By Steve Cuozzo via NYPost.com on December 20, 2023
Retail specialist Andrew Goldberg, a vice-chairman at CBRE, said the phenomenon of “big brands buying real estate, which we saw a lot of in the 1980s and ‘90s, is coming back.”
Goldberg, who worked on the deal that first brought Prada to 724 Fifth in the 1990s, noted with a chuckle, “When retailers buy a building where they’re tenants, it means they have no intention of leaving.”
Leasing is on fire as well on the avenue’s prime stretch north of East 48th Street. Swarovski is coming to a former Gap site at 680 Fifth and Marc Jacobs is in talks for 645 Fifth, where an Armani A/X lease expires in 2024.
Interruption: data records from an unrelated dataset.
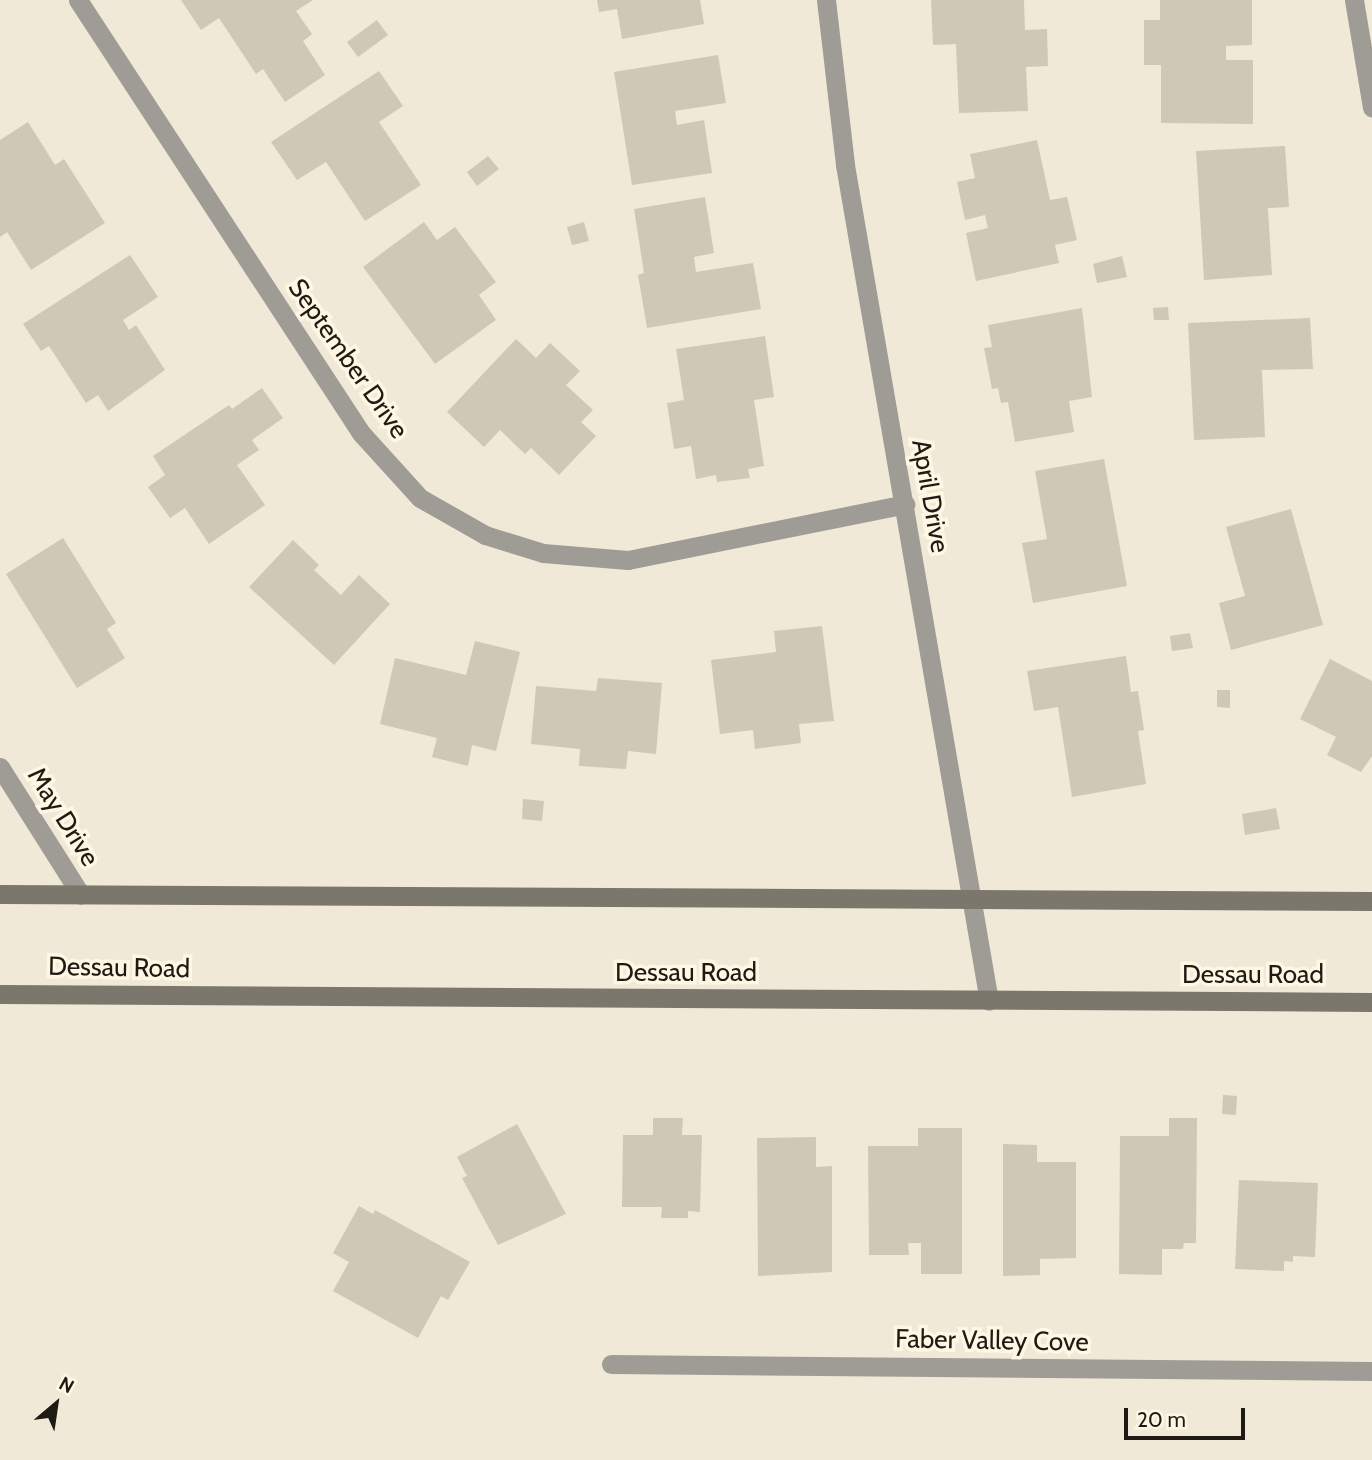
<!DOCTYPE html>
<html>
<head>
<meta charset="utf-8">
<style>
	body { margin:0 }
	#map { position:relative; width:1372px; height:1460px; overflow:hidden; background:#f1e9d7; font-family:Cabin,sans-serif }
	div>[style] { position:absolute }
	.building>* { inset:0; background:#cfc8b6 }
	.minor>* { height:19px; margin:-9.5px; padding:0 9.5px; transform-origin:9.5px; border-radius:9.5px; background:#9f9c95 }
	.secondary>* { height:19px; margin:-9.5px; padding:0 9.5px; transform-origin:9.5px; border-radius:9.5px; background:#7b776c }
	span { translate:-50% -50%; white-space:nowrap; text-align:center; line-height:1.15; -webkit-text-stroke:7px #fef7e4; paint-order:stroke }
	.street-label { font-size:26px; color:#1d1b14 }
	.north { position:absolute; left:21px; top:1369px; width:70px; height:70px; -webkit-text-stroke:5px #fef7e4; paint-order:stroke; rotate:29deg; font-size:19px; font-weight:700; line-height:28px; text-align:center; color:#1d1b14 }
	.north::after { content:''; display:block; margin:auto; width:24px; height:32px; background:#1d1b14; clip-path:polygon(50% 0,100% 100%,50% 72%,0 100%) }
	.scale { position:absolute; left:1124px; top:1408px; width:121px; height:32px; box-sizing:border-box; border:4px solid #1d1b14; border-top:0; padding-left:9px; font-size:21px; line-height:24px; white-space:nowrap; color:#1d1b14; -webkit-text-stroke:5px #fef7e4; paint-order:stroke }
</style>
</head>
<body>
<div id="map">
	<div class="building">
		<div style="clip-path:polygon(181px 0,313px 0,296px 11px,312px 34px,303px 41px,325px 75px,285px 102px,263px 69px,256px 74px,219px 18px,201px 30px)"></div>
		<div style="clip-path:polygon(597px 0,700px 0,704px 24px,622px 39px,617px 9px,599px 12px)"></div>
		<div style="clip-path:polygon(931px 0,1024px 0,1025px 30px,1047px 29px,1048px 66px,1026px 67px,1028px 111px,959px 113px,956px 44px,933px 45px)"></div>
		<div style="clip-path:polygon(1160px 0,1252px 0,1252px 45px,1226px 46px,1226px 60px,1253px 60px,1253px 124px,1161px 123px,1161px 65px,1144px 65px,1144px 20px,1160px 20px)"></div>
		<div style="clip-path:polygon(377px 20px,388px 35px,358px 57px,347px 42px)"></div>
		<div style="clip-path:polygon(718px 55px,726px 103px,675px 111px,677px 125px,704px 120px,712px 173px,632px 185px,614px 72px)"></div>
		<div style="clip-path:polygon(379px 71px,403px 106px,379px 122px,421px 185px,365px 221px,326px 162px,297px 180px,271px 142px)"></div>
		<div style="clip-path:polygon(28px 122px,55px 165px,64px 159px,105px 223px,31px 270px,7px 232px,0 237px,0 140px)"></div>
		<div style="clip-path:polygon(1037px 140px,1050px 200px,1067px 197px,1077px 240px,1055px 245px,1059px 263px,976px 281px,966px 233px,988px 228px,985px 215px,965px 220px,957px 182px,975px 178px,970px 154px)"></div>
		<div style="clip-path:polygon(1285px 146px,1289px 207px,1268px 208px,1272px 275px,1204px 280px,1196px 151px)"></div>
		<div style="clip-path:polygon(488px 156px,499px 169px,477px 186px,467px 172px)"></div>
		<div style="clip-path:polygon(705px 197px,714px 253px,694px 257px,696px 272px,753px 263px,761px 309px,647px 328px,638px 275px,644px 273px,634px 209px)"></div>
		<div style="clip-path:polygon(424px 222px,437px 240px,455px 227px,496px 282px,479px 295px,496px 320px,435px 364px,363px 267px)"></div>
		<div style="clip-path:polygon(584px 222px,589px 241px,572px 245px,567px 227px)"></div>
		<div style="clip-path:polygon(130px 255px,158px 297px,123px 320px,129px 330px,136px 325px,165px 370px,108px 411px,98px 395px,86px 403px,49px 346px,41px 351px,23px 324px)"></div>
		<div style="clip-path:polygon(1122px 256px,1127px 277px,1097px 283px,1093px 264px)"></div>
		<div style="clip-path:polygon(1168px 307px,1169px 320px,1154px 320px,1153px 308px)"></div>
		<div style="clip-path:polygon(1082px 308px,1092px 397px,1069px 401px,1074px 432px,1015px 442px,1008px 402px,1001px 403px,998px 388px,992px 389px,984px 348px,992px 347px,988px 325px)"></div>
		<div style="clip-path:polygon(1310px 318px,1313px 369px,1262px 370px,1265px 437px,1194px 440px,1188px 323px)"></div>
		<div style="clip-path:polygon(765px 336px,774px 397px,754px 400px,764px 466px,748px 469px,750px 478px,717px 482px,716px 475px,696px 479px,691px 446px,674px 449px,667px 403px,684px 400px,676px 349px)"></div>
		<div style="clip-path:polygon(516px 339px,536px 358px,550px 343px,580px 371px,566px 385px,593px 410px,581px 422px,596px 436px,559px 475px,531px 448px,525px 454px,500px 430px,484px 447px,447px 412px)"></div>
		<div style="clip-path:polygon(262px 388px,283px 418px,252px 440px,259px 450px,237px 465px,265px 505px,209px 544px,185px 508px,170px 518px,148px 487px,165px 475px,153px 456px,229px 405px,232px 409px)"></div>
		<div style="clip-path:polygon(1104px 459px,1127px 586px,1033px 603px,1022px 543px,1047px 539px,1035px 471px)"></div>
		<div style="clip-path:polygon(1291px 509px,1323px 625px,1231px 650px,1219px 603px,1245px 596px,1226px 527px)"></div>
		<div style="clip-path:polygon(63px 538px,116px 623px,107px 629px,125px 658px,77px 688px,6px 574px)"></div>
		<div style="clip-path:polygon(293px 540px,319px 565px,314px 570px,341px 595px,359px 575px,390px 604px,334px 665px,249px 587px)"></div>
		<div style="clip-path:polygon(822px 626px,834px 721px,799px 724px,801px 743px,755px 749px,753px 730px,720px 734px,711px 660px,776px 652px,774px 631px)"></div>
		<div style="clip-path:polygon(1190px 633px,1193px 648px,1172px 651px,1170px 636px)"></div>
		<div style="clip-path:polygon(475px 641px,520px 652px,496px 751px,472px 745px,468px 766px,432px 757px,437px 738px,380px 724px,395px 658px,466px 675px)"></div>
		<div style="clip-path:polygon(1126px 656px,1131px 692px,1138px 691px,1144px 730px,1138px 731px,1146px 784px,1072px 797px,1058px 707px,1034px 711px,1027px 671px)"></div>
		<div style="clip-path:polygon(1330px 659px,1372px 681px,1372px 756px,1361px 772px,1327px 755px,1336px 737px,1300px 719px)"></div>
		<div style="clip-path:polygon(598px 678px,662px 683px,656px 754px,628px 751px,626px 769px,579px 766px,580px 749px,531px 744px,536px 686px,596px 691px)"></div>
		<div style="clip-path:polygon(1217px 690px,1230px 690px,1230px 708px,1217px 707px)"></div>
		<div style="clip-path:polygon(523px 799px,544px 801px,542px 821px,522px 819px)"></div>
		<div style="clip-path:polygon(1276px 808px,1280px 829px,1245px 835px,1242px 814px)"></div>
		<div style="clip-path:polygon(1223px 1095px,1237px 1096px,1236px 1115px,1222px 1114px)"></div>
		<div style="clip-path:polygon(653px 1118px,683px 1118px,682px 1135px,702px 1135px,700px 1212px,688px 1211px,688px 1218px,661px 1218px,662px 1207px,622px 1207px,623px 1135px,653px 1135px)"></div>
		<div style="clip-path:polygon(1169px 1118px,1197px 1118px,1196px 1243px,1184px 1243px,1183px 1249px,1162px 1249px,1162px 1275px,1119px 1274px,1120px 1136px,1169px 1136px)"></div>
		<div style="clip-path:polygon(517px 1124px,566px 1214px,498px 1245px,462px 1178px,467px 1176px,457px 1157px)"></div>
		<div style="clip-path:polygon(918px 1128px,962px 1128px,962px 1274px,921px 1274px,921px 1243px,908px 1243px,909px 1255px,869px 1255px,868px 1146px,918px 1146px)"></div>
		<div style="clip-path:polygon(816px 1137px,816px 1167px,832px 1166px,832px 1272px,758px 1276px,757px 1138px)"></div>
		<div style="clip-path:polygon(1003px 1144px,1037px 1145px,1037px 1162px,1076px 1162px,1076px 1258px,1040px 1259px,1040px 1275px,1003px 1276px)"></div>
		<div style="clip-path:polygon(1239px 1180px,1318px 1183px,1315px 1257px,1293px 1256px,1293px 1262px,1284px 1261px,1284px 1271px,1235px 1269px)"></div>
		<div style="clip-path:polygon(359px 1206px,373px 1214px,375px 1210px,470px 1262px,448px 1300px,441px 1296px,418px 1338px,333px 1291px,349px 1262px,333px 1253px)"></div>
	</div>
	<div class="minor">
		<div style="left:78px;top:0;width:517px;rotate:56.83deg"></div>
		<div style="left:361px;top:433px;width:88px;rotate:47.8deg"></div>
		<div style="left:420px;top:498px;width:75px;rotate:29.6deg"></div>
		<div style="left:485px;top:535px;width:61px;rotate:17.2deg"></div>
		<div style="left:543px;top:553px;width:85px;rotate:4.7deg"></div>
		<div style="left:628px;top:560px;width:283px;rotate:-11.4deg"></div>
		<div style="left:826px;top:0;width:166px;rotate:83.4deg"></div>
		<div style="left:845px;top:165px;width:848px;rotate:80.23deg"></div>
		<div style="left:1354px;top:0;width:109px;rotate:80.5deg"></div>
		<div style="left:0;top:767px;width:151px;rotate:57.7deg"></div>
		<div style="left:611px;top:1364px;width:761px;rotate:0.53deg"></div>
	</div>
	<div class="secondary">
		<div style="left:0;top:894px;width:1372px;rotate:0.29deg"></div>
		<div style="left:0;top:994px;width:1372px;rotate:0.33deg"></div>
	</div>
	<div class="street-label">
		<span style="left:348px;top:359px;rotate:55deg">September Drive</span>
		<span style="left:930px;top:496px;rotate:80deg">April Drive</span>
		<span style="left:63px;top:817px;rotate:58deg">May Drive</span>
		<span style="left:119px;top:968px;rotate:1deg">Dessau Road</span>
		<span style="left:686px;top:973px">Dessau Road</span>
		<span style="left:1253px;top:975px">Dessau Road</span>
		<span style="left:992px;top:1341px;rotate:1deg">Faber Valley Cove</span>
	</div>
	<div class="north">N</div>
	<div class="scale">20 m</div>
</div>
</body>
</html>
Last month, Cushman & Wakefield reaffirmed its No. 1 global ranking for Fifth Avenue as the world’s most expensive retail destination in real estate terms, with rents of $2,000 per square foot.
The Fifth Avenue phenomenon is matched on Madison Avenue north of East 57th Street, where Valentino took over the huge former Calvin Klein store and Giorgio Armani will soon open e a spectacular new flagship boutique.
New leases for Van Cleef & Arpels, Dolce & Gabbana, Peter Millar and others have left few available spaces, according to real estate firm JAACRES head Joseph Aquino.The trend is also mirrored in Soho, where there are now nearly as many marquee brands as uptown. But some middle-market corridors, such as Midtown Third Avenue and Broadway on the Upper West Side, continue to struggle.